• [TO DO]: Go through the records below and return each line that has "weight" in it.

::: AVAILABLE DATA :::

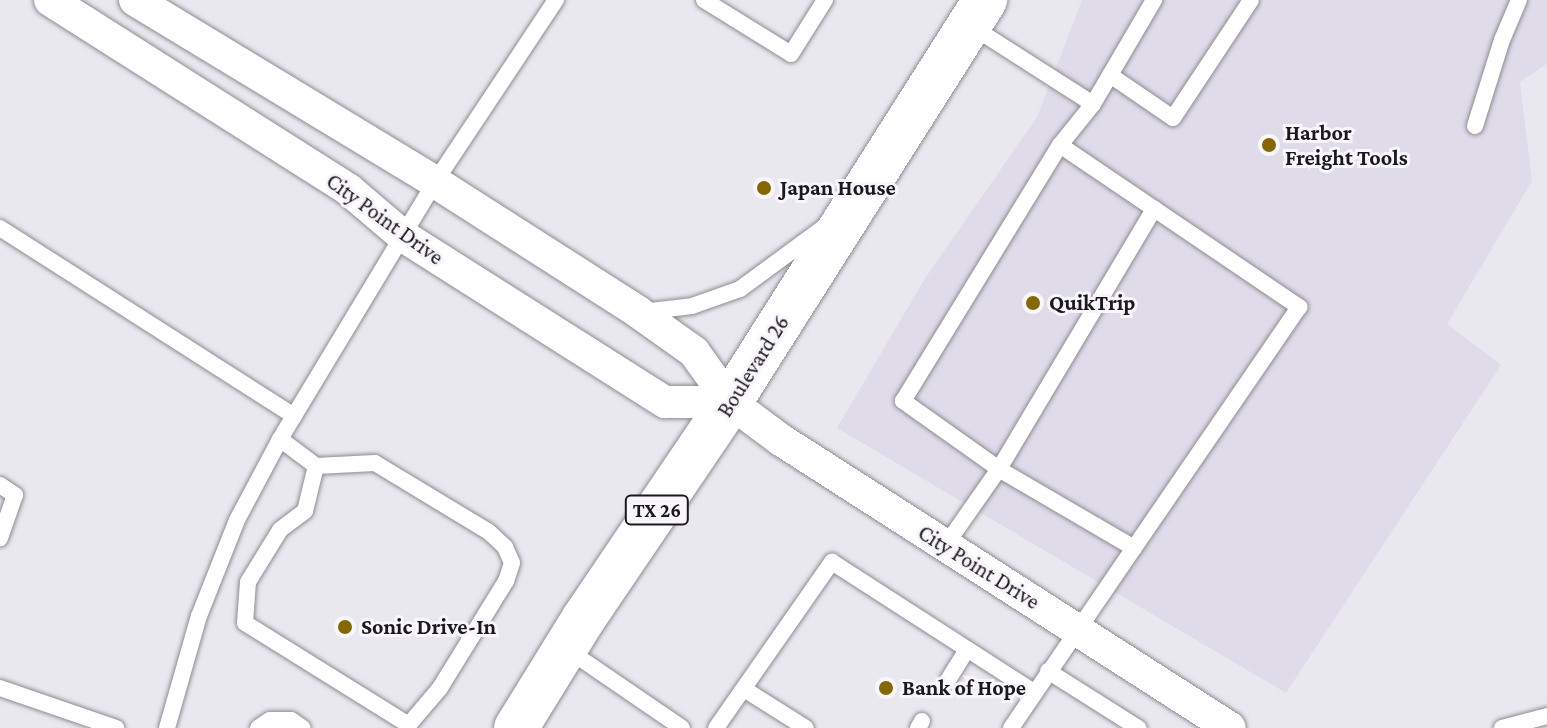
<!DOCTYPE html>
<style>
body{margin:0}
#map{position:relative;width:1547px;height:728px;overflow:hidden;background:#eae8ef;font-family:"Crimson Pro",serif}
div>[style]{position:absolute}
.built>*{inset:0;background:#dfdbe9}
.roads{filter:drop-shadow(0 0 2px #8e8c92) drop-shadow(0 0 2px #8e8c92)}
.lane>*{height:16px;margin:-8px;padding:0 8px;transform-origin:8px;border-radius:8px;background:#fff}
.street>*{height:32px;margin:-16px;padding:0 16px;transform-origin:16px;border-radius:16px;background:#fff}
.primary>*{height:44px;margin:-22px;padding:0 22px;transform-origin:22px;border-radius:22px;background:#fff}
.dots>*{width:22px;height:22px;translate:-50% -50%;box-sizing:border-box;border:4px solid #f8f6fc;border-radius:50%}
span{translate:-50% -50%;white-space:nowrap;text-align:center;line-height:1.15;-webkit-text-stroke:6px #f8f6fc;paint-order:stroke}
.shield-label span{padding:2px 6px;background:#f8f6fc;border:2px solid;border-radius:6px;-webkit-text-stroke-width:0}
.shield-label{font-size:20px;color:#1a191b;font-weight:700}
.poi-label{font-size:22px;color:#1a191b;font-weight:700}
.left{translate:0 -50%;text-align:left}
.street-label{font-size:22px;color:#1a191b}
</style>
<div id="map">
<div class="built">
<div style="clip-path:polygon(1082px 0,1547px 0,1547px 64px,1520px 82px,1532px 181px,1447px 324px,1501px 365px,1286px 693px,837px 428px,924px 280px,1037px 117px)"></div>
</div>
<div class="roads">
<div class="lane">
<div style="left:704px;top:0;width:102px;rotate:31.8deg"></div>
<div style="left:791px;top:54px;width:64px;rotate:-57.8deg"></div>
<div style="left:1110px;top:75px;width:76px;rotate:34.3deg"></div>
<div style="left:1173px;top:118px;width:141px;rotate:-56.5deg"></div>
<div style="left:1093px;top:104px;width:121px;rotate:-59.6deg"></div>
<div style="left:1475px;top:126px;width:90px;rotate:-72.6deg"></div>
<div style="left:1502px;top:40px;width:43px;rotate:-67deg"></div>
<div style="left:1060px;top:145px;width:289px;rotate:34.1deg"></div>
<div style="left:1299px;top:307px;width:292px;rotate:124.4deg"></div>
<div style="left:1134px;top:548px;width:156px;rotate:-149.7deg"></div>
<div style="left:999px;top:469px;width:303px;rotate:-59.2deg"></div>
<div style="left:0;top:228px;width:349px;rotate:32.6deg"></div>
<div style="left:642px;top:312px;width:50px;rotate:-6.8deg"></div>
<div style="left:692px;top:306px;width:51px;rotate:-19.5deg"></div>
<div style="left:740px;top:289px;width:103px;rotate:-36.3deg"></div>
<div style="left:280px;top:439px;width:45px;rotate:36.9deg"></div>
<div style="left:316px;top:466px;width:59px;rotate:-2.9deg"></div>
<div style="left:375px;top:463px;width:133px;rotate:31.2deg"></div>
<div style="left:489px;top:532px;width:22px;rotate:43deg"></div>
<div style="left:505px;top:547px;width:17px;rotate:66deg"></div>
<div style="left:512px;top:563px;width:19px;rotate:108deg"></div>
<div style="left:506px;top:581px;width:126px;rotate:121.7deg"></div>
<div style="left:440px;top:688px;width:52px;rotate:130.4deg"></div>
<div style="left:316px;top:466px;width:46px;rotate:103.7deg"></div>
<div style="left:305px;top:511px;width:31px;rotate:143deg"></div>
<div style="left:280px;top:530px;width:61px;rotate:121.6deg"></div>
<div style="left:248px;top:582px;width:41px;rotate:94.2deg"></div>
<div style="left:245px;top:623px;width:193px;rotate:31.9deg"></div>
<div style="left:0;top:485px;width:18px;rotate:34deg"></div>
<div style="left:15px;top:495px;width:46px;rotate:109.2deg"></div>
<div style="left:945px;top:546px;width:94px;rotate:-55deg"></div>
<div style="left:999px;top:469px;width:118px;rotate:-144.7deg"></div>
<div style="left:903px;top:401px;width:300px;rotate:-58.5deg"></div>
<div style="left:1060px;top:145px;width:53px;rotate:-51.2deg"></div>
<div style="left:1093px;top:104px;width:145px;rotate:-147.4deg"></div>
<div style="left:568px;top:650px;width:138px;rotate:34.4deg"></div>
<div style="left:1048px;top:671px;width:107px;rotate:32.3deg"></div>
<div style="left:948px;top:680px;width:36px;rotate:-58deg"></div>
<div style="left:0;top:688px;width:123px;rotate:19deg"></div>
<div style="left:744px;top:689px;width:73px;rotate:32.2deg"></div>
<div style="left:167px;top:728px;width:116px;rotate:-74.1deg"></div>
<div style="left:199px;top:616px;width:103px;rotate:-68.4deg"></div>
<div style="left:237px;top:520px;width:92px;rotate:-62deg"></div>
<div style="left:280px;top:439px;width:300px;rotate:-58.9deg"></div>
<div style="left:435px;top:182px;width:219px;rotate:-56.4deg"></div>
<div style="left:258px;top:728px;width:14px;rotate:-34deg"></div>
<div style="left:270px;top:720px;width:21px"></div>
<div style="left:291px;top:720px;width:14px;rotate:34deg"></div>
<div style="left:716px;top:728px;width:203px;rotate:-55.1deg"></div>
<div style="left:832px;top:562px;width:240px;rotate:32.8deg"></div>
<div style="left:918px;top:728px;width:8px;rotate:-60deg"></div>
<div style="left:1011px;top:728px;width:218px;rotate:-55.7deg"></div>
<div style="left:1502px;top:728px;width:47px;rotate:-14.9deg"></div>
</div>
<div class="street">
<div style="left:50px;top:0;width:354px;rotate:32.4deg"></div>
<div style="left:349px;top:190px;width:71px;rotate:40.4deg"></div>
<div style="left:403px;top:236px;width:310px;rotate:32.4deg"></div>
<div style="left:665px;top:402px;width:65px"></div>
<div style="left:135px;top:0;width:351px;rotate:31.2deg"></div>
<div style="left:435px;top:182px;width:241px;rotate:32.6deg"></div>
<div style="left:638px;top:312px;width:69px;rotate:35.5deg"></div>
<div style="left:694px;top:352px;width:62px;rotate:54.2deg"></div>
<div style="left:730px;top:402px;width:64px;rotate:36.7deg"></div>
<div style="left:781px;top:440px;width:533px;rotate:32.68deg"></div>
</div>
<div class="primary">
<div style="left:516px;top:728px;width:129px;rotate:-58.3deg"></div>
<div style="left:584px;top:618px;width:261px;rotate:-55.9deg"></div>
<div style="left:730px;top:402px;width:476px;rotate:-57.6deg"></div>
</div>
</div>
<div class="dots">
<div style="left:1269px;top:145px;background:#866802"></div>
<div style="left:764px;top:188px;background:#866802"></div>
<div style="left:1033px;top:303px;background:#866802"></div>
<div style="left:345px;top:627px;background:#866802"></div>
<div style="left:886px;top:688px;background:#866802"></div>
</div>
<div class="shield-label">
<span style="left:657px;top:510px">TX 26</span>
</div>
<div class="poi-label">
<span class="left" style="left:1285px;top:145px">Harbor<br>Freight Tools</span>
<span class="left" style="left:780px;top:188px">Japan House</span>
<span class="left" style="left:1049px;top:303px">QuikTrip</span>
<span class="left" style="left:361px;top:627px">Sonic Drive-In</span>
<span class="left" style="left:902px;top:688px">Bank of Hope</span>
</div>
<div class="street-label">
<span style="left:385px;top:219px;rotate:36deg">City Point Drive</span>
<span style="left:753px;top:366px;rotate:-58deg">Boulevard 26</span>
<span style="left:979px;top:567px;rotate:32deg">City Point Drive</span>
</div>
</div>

:::

• [TASK OUTPUT]:
.shield-label{font-size:20px;color:#1a191b;font-weight:700}
.poi-label{font-size:22px;color:#1a191b;font-weight:700}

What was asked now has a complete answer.